Вы можете точно определить, где тут правда, а где хохма? Я – нет. Едва ли не впервые, даже по размышлении не могу. И где те благословенные времена, когда первоапрельский вклад ограничивался тем, что в выпуск новостей подпускали сообщение о решении проблемы пятиэтажек посредством их установки на попА: вертикально и одну на другую.
В России, – сообщает Эхо Москвы, – снова заговорили о повышении пенсионного возраста. И вот, что сказал министр финансов Антон Силуанов: реформа российской пенсионной системы в условиях бюджетных ограничений на фоне стагнации в экономике должна быть более жёсткой. Это, добавил глава Минфина, позволило бы высвободить часть денег и направить их на другие нужды.
На какие же, интересно, нужды – уж не на подъём ли экономики Крыма? Кстати, Силуанов про Крым и прямо сказал, что в Крыму и Севастополе, которые вошли в состав России, женщины выходят на пенсию в 60 лет, а не в 55, как в России.
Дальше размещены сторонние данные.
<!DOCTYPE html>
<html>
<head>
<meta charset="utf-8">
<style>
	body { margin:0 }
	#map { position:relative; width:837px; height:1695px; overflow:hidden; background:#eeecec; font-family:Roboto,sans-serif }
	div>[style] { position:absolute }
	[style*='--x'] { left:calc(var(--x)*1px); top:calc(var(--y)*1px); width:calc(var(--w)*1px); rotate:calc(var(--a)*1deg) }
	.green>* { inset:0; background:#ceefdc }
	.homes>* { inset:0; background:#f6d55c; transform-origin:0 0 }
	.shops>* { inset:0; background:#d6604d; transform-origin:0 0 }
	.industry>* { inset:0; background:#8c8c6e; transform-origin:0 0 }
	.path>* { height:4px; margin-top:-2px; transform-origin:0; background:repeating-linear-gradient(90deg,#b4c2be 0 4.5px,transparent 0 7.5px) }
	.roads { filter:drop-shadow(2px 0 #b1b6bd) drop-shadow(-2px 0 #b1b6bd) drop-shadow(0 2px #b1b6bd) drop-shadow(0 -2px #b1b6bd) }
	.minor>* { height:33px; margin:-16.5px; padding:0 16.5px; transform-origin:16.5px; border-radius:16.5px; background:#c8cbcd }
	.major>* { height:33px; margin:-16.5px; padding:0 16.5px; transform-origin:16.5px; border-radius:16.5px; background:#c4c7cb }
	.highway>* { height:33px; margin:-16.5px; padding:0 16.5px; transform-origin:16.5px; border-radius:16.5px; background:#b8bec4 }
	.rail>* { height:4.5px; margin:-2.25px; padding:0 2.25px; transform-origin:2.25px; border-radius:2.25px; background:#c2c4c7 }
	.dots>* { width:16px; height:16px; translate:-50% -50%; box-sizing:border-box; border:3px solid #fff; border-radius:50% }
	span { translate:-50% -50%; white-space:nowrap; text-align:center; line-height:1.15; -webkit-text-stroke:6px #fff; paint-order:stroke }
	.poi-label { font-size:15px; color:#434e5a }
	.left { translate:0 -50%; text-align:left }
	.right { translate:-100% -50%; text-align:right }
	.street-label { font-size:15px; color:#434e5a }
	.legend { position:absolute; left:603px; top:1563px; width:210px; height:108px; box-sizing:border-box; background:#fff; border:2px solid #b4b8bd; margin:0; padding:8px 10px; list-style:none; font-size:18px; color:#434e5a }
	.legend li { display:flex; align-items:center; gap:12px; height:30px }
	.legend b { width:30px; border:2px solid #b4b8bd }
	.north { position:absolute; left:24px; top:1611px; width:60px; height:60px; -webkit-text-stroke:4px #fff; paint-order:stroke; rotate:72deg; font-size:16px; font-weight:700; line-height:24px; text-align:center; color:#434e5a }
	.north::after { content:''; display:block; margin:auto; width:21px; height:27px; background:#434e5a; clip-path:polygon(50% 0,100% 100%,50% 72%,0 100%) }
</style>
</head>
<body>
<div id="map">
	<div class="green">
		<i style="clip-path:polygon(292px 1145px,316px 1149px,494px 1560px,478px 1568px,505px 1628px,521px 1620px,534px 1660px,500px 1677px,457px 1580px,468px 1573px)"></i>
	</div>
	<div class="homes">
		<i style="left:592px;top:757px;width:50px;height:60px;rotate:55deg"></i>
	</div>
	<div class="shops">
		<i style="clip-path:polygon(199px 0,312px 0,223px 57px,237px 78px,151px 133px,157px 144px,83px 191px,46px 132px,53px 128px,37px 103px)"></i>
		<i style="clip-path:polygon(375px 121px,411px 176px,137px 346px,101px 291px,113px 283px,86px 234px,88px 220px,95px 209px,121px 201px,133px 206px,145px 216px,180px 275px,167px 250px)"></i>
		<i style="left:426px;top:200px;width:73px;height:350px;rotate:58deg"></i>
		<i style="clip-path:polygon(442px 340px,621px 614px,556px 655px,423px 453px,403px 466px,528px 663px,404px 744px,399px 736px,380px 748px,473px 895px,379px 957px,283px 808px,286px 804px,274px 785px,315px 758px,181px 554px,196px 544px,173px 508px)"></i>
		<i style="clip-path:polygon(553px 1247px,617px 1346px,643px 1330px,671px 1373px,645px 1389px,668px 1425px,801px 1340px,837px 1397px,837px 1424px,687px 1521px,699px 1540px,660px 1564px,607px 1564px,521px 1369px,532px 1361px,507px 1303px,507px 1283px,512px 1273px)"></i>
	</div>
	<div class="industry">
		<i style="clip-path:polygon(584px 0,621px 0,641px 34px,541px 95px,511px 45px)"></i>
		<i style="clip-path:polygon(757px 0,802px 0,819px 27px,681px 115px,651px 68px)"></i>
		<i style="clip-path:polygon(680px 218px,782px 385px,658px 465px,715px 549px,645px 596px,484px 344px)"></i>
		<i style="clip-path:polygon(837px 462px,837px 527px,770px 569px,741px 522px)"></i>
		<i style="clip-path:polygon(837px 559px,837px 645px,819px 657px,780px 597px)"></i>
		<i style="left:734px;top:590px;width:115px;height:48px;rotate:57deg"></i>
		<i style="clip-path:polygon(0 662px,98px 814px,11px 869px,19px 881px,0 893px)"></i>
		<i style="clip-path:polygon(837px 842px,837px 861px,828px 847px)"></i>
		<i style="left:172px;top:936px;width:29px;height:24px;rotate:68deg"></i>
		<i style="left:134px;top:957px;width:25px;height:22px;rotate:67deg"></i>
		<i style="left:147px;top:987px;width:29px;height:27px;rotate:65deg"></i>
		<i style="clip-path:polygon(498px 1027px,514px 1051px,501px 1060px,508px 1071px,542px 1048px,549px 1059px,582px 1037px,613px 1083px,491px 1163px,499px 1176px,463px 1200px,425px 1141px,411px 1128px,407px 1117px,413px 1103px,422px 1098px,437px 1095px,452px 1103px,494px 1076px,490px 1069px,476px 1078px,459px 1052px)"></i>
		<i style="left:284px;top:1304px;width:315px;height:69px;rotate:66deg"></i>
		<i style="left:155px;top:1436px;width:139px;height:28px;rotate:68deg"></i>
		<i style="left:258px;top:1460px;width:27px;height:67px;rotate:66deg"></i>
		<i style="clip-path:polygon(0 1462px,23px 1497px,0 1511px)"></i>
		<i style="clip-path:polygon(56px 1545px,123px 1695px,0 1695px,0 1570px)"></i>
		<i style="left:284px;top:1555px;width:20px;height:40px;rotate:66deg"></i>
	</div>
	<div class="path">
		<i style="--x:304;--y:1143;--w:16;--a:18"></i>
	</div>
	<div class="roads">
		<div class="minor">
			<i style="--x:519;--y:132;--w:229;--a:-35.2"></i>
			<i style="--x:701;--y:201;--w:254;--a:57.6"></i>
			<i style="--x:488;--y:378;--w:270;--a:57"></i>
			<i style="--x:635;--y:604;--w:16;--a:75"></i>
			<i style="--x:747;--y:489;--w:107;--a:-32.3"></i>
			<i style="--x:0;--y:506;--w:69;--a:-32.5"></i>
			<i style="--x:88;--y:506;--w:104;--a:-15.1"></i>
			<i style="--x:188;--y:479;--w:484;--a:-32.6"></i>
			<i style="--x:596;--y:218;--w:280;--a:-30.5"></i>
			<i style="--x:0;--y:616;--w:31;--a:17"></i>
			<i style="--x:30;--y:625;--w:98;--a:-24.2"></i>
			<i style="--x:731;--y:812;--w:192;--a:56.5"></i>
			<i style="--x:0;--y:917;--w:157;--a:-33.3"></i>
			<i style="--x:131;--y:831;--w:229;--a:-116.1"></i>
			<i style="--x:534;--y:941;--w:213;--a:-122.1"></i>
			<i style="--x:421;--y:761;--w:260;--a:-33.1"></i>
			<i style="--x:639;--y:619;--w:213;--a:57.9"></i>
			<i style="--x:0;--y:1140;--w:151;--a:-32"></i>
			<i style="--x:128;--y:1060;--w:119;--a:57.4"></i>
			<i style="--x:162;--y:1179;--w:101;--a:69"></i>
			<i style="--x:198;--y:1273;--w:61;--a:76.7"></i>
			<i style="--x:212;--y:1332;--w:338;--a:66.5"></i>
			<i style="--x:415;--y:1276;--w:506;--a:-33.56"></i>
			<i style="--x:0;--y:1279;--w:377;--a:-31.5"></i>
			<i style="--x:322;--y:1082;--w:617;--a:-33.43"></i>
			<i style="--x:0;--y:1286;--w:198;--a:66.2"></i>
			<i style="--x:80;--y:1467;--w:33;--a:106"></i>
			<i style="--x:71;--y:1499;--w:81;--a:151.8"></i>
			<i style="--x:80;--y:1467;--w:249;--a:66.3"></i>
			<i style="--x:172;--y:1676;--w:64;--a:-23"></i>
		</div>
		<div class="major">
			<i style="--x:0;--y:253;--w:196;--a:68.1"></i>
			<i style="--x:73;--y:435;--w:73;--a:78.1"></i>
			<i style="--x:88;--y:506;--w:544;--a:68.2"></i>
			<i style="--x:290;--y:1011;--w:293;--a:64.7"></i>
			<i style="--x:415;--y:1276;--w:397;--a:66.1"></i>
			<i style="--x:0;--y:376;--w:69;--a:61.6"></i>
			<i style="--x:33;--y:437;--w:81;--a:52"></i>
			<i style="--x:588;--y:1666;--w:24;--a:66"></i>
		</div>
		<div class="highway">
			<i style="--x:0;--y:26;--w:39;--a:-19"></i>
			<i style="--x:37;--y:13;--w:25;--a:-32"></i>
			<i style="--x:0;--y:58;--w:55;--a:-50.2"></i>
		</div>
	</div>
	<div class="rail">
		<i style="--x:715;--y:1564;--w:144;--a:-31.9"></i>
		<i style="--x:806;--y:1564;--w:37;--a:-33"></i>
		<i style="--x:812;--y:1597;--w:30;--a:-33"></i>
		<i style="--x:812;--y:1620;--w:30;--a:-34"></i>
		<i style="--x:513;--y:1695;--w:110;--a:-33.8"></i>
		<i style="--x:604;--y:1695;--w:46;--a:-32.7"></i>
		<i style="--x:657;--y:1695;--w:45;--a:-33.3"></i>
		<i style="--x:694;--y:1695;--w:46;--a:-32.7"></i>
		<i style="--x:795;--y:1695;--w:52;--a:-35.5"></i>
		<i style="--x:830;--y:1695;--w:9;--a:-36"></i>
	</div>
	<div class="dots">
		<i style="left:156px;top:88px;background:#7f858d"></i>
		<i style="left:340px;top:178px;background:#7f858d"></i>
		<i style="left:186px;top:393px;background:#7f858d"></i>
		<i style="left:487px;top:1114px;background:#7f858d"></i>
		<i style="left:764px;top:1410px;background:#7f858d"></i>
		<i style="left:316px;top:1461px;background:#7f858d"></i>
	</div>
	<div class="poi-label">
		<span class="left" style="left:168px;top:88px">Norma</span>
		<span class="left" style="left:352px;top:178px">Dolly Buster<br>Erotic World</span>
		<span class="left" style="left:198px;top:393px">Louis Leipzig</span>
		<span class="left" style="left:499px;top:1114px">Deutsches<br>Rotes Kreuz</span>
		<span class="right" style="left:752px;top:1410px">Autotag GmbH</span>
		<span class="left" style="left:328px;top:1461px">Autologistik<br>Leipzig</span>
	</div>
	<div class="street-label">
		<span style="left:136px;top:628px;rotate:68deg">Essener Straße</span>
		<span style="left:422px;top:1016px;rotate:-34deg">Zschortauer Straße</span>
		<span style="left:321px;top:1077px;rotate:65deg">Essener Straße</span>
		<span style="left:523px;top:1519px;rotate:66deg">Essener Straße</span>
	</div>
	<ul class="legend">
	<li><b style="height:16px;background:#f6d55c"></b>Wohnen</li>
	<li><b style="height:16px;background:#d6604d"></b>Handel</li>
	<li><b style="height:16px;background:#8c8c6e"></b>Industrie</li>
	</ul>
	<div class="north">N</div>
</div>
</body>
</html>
Представляю, как расстроились крымчане – по этой линии, они выходит, российскими правами не будут наделены? Или министр всё-таки пошутил?
А ведь министерство финансов могло бы взять пример со своих коллег в МИД России. Они, дабы день перестал быть томным и шутейным, прямо с утра, в аккаунте в фейсбуке предупредили: «Поздравляем с первым апреля, шутки кончились».
Зловеще звучит – не правда ли? И особенно показательно, что зловещие знаки и предзнаменования сгустились именно сегодня, в день юмора. А те, что были растиражированы до этой волшебной даты, но казались шутками, становятся былью на глазах – подробности у Дмитрия Еловского.
У нас в гостях политолог Дмитрий Орешкин. Небольшая вводная для наших зрителей. Блог Дмитрия Орешкина был этим утром на первом месте в российском Mediametrics, отражающем то, что читают по рекомендациям друзей в соцсетях.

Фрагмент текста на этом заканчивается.